The family returned to land Brace had bought in Poultney.

He cleared fields and grew crops but endured constant confrontations with a neighbor over land, crops and livestock. Fearing his children could be indentured again, he moved the family twice more.

Brace became blind in his old age but says he felt it was his duty to publish his memoirs — "that all may see how poor Africans have been and perhaps now are abused by a Christian and enlightened people."

He was helped by a white abolitionist lawyer, Benjamin Prentiss, who wrote down his story, adding his own research and interpretations.

Winter, a professor at the University of Buffalo, found one of the original copies published in 1810 in the special collections library at the University of Vermont, where she used to teach.

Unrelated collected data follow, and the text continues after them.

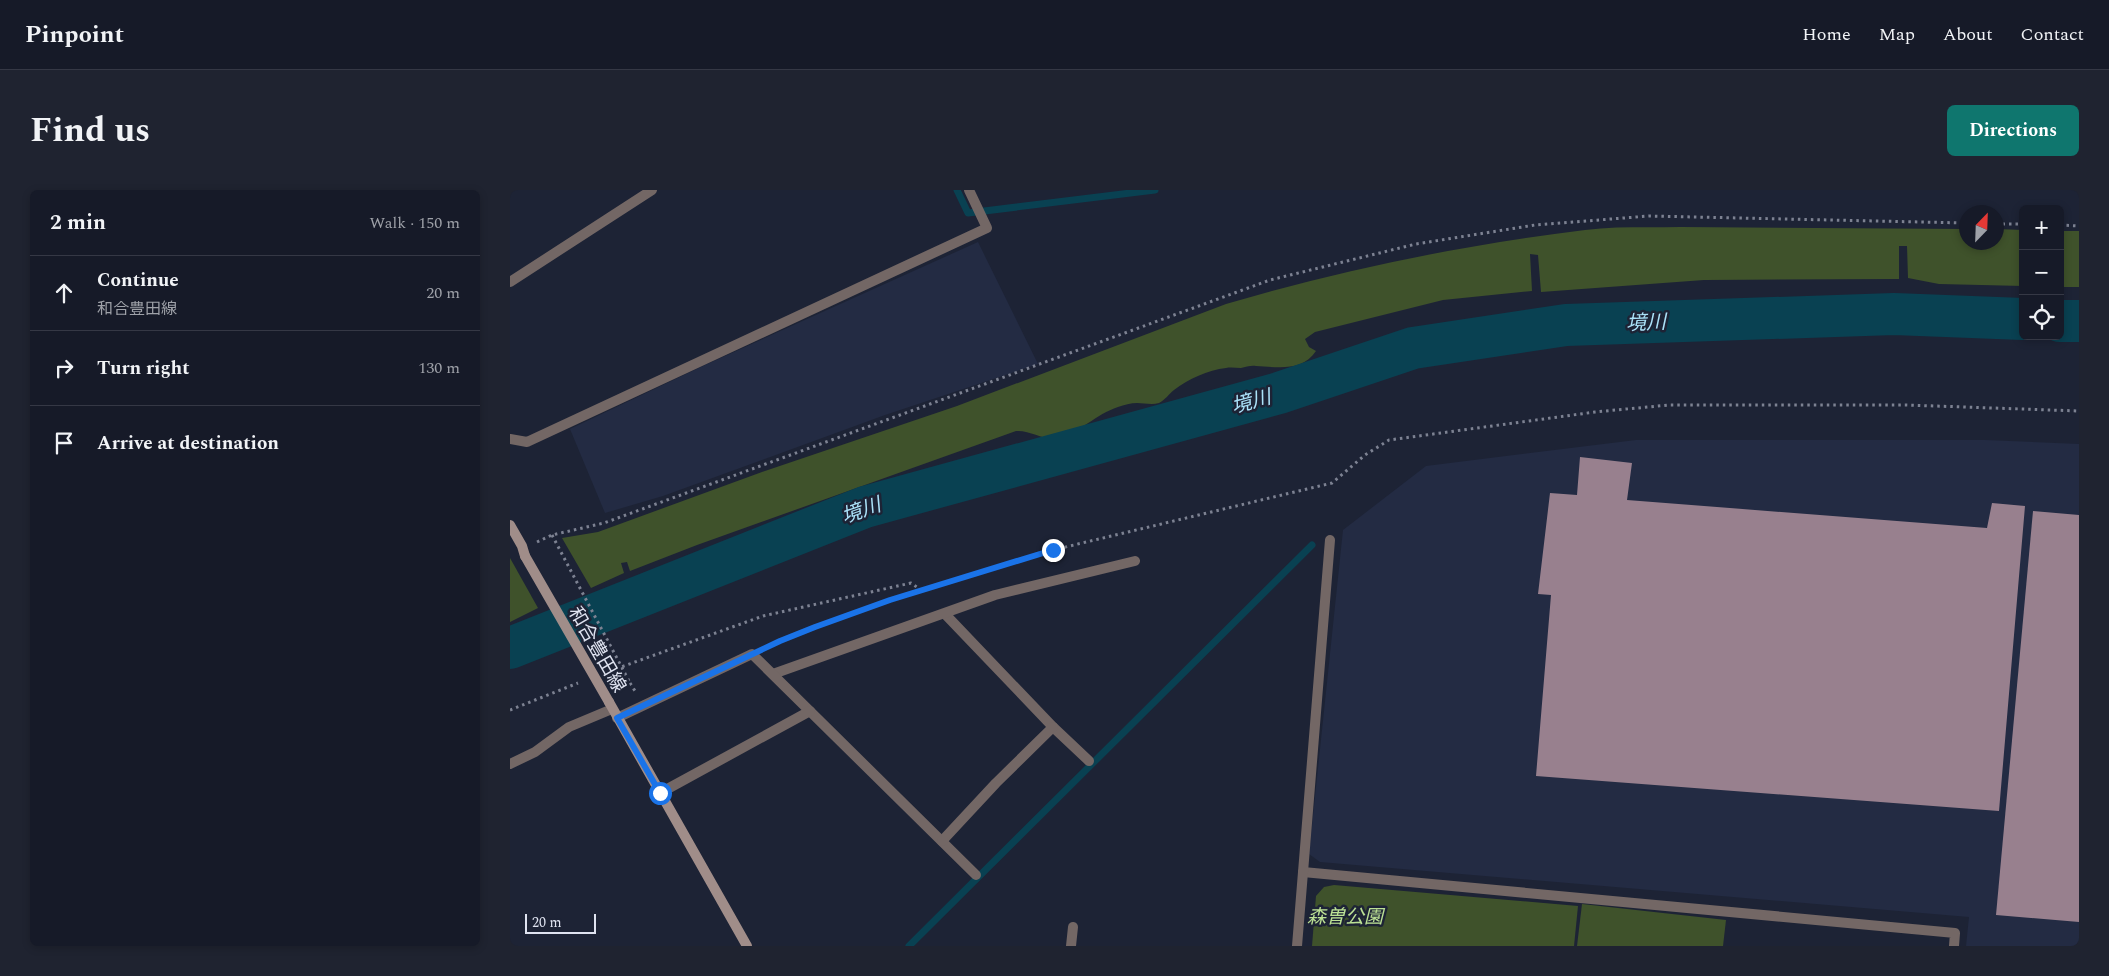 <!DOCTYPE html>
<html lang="en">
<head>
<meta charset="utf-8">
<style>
  :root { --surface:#161a28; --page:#1f2330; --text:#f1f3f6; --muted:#9ea1a8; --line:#353845; --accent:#0f766e }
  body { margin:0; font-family:Spectral,"Noto Sans JP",serif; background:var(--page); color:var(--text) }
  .controls { position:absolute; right:15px; top:15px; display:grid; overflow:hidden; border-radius:8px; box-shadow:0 2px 8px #0003 }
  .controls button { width:45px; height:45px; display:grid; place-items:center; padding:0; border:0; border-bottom:1px solid var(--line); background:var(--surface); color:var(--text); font:25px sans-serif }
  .compass { position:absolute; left:1449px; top:15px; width:45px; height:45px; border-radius:50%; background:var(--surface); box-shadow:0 2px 8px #0003; rotate:23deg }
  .scale { position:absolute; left:15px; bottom:12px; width:71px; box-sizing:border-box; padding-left:5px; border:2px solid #dfe3f0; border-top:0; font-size:14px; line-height:18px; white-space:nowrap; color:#dfe3f0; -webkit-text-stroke:4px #1d2335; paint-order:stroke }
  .stop { position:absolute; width:15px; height:15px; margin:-11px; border:4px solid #1a73e8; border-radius:50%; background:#fff }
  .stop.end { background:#1a73e8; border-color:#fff; box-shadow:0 1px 5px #0008 }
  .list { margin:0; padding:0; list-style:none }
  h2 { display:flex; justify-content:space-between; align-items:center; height:65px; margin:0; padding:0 20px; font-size:21px }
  h2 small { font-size:16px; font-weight:400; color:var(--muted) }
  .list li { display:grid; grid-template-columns:32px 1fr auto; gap:15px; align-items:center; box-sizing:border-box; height:75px; padding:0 20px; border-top:1px solid var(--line) }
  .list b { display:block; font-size:19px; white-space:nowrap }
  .list p { margin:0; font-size:16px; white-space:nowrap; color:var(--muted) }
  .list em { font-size:16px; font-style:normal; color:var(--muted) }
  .icon { flex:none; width:28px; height:28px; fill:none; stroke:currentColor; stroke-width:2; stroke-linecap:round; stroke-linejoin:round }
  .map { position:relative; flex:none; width:1569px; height:756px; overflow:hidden; border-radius:8px }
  header { display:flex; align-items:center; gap:30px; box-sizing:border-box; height:70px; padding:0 25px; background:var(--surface); border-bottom:1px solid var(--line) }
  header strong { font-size:24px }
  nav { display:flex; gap:28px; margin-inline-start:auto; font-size:18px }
  .intro { display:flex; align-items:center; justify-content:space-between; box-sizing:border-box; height:120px; padding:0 30px }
  h1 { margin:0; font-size:35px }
  .button { padding:12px 22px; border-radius:8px; background:var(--accent); color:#fff; font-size:18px; font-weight:700 }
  main { display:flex; gap:30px; padding:0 30px }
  aside { flex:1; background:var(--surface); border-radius:8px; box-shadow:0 2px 8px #0003 }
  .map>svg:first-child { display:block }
</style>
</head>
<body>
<header>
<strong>Pinpoint</strong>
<nav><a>Home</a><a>Map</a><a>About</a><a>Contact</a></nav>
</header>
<div class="intro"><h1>Find us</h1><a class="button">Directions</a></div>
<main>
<aside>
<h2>2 min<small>Walk · 150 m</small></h2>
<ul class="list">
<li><svg class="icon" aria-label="ahead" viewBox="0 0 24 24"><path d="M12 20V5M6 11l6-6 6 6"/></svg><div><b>Continue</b><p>和合豊田線</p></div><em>20 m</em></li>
<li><svg class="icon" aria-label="right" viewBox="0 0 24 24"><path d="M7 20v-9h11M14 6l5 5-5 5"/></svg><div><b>Turn right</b></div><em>130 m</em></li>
<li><svg class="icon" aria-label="arrive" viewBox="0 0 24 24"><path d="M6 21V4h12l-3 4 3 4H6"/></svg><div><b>Arrive at destination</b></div></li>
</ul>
</aside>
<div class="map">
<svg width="1569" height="756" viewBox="0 0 1569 756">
  <rect width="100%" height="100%" fill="#1d2335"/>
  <g fill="#232b43">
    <path d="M468,52L528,174L375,225L153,306L95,323L60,239L195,175Z"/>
    <path d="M1126,250H1475L1569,254V756H1456L1459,727L810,672L799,664L833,340L916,276Z"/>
  </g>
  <g fill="#3f522b">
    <path d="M1170,37L1456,39V52H1486L1487,39L1513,40V96L1429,94L1398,88L1397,56H1389V89L1194,90L1031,102L1028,65L1020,64L1022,101L933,110L805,142L795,149L799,157L806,161C792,182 768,177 746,176C741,175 736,177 731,178C726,178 721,177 716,178C698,180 678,189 664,200C659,204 655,210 649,213C642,215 634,213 627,213C621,213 614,215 608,217C586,224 570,243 547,248C534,251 521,240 506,241L187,355L120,381L117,372L111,373L114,383L81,398L52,348L88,342L252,282L447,216L716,114C834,79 954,55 1075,40C1106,36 1139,38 1170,37Z"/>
    <rect x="1550" y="41" width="19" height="56"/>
    <path d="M0,368L28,418L0,432Z"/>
    <path d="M824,695L1068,716L1064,756H802L806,706L814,697Z"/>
    <path d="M1072,714L1216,730L1213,756H1067Z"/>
  </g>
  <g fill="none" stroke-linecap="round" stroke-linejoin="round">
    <g stroke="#094152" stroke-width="7">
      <path d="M447,0L458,23L645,0"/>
      <path d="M399,756L802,355"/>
    </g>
    <g stroke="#094152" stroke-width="42">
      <path d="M1550,131H1569"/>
      <path d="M0,458L355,317L769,203L903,158L1056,135L1384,124L1513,129"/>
    </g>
  </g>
  <g fill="#98808e">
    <path d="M1070,267L1122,273L1117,310L1477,338L1482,313L1515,316L1489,621L1026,586L1041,405L1028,404L1040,303L1067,305Z"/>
    <path d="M1523,321L1569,325V732L1486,725Z"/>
  </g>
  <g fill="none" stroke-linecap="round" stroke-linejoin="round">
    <g stroke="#7d8292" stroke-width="3" stroke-dasharray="2.5 4" stroke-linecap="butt">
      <path d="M1486,34H1513"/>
      <path d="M1550,35L1569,36"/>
      <path d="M27,352L42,345L94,333L760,90L906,54L1025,35L1139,26L1456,33"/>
      <path d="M259,456L305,437L380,410L543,360L822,293L855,265L879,250L1085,222L1159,215H1396L1569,221"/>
      <path d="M100,481L253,426L401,393L411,400"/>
      <path d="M120,493L125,501"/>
      <path d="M0,520L68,493"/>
    </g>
    <g stroke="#736765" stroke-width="10">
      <path d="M0,92L142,0"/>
      <path d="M0,249L17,252L477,38L459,0"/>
      <path d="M435,424L543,537L579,571"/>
      <path d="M263,484L485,405L625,371"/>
      <path d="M107,528L242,464L466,685"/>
      <path d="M0,574L25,562L59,537L102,519"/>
      <path d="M150,603L300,521"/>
      <path d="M432,651L486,593L543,537"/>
      <path d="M793,682L1445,743L1444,756"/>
      <path d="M561,756L563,737"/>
      <path d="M787,756L820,350"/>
    </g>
    <g stroke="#a08d89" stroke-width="10">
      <path d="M0,335L12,356L15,366"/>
      <path d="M99,512L237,756"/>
    </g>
    <path stroke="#7d8292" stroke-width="3" stroke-dasharray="2.5 4" stroke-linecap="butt" d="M42,345L120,493"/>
    <path stroke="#a08d89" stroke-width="10" d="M15,366L99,512"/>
  </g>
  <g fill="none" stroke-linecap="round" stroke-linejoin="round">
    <path stroke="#1a73e8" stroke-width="6" d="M150,603L107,528L270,451L305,437L380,410L543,360"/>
  </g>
  <g text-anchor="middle" stroke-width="5" stroke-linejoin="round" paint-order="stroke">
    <g font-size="19" fill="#dfe3f0" stroke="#1d2335">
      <text transform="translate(88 459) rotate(60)" y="7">和合豊田線</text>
    </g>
    <g font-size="19" font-style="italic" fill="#bce195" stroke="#1d2335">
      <text x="835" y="733">森曽公園</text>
    </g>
    <g font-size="20" font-style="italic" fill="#abe2f9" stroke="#1d2335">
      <text transform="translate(1136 132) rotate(-2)" y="7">境川</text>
      <text transform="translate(741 211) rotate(-15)" y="7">境川</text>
      <text transform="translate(351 320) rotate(-19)" y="7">境川</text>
    </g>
  </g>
</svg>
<div class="controls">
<button>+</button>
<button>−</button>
<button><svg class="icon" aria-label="locate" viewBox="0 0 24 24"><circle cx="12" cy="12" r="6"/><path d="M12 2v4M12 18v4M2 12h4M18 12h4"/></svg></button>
</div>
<svg class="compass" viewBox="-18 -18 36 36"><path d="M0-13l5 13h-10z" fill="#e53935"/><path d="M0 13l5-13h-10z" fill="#9ea1a8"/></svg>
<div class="scale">20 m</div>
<div class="stop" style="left:150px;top:603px"></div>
<div class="stop end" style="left:543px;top:360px"></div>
</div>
</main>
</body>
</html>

In Poultney, John Nassivera, a Green Mountain College professor took a special interest in Brace after Winter gave a talk on him.

He wrote a play based on the book and urged the school's African-American Club to take up the cause. They worked with the Poultney Historical Society and Vermont Division of Historic Preservation to have a marker made honoring Brace's life.

For Brace's descendants, who didn't know of their ancestor until the memoir was published or they were contacted by Winter, their heritage is something to be proud of.

James Brace, who's white and lives in St. Albans, calls his ancestor a hero.

Rhonda Brace, whose grandfather and an uncle are named Jeffrey, realizes they're one of few African-American families who can trace their ancestry to a particular slave.

It gives new meaning to being African-American, she said.

She said she still pinches herself that something of this magnitude — the memoir — was found. The interest in it in Vermont has been phenomenal, she said.

"I've always felt that Jeffrey Brace would really come to life when a lot of people would participate in reclaiming his memory," Winter said.